03 March 2015
Published 03 March 2015
Unless they change their thinking and their behaviors.
Take a look at the ugly / simple chart above. Notice that a 5 day gap exists between each email in the campaign. Now consider that this drip campaign has 8 steps in the series. Simple math tells us that 40 days will pass before the prospect or customer passes through the entire series...
Years ago when I first started in direct marketing, one of the companies I studied was Reader's Digest. As I recall they used a 37 step renewal series. That's right, 37 steps! And they weren't mailing every 5 days. It took years to complete the series.
Why did they do this? Simple. They knew that it cost less to obtain an order by mailing their house file 37 times than it did to find a new customer that would buy that first time...
Sometimes marketers act as if the only answer they know is "more is better" and "faster" must be best of all.
This is foolishness...
But even more so, if the marketer is steeped in traditional campaign practices where they view the world as a singular campaign that can be dropped today and measured over the next 72 hours only to make a decision based on the number of responses, the response rate and the very short response curve of that single campaign.
Didn't get enough responses to keep your guys busy on the phone? Pull another list, let's mail again.

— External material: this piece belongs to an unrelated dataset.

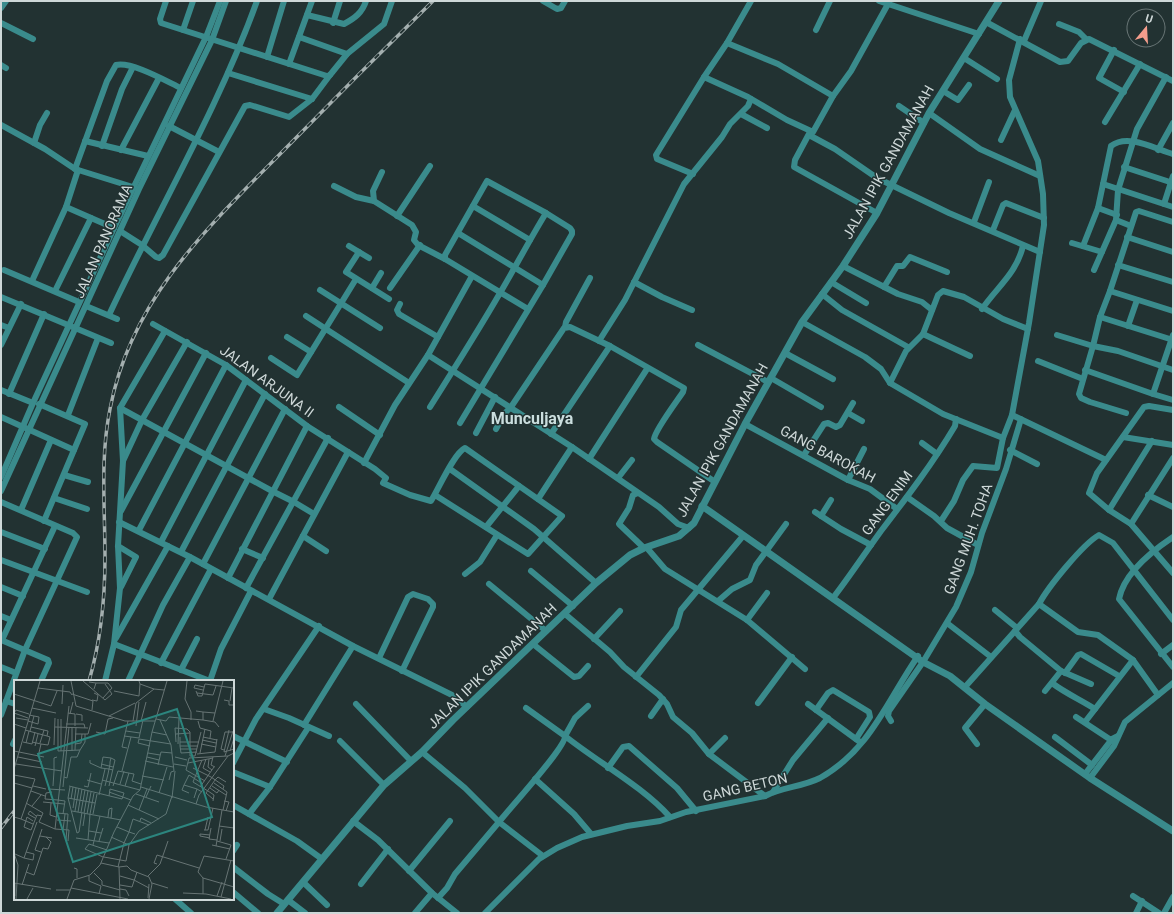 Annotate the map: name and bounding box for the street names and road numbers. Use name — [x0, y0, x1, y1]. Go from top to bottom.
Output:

This is a very expensive process and counter productive - especially if the marketer works for a company that has embraced the idea of life cycle marketing.
Here are three simple reasons why lifecyle marketing is more productive and less costly than traditional campaign management:
- Life cycle marketing happens over time. Sometimes long stretches of time. It is not a singular event.
- Life cycle marketing is much easier to manage once it is setup. Load your list segment into the series and let it run. Using the example above, load the list once and the system will drop 8 emails to your customers or prospects over the next 40 days.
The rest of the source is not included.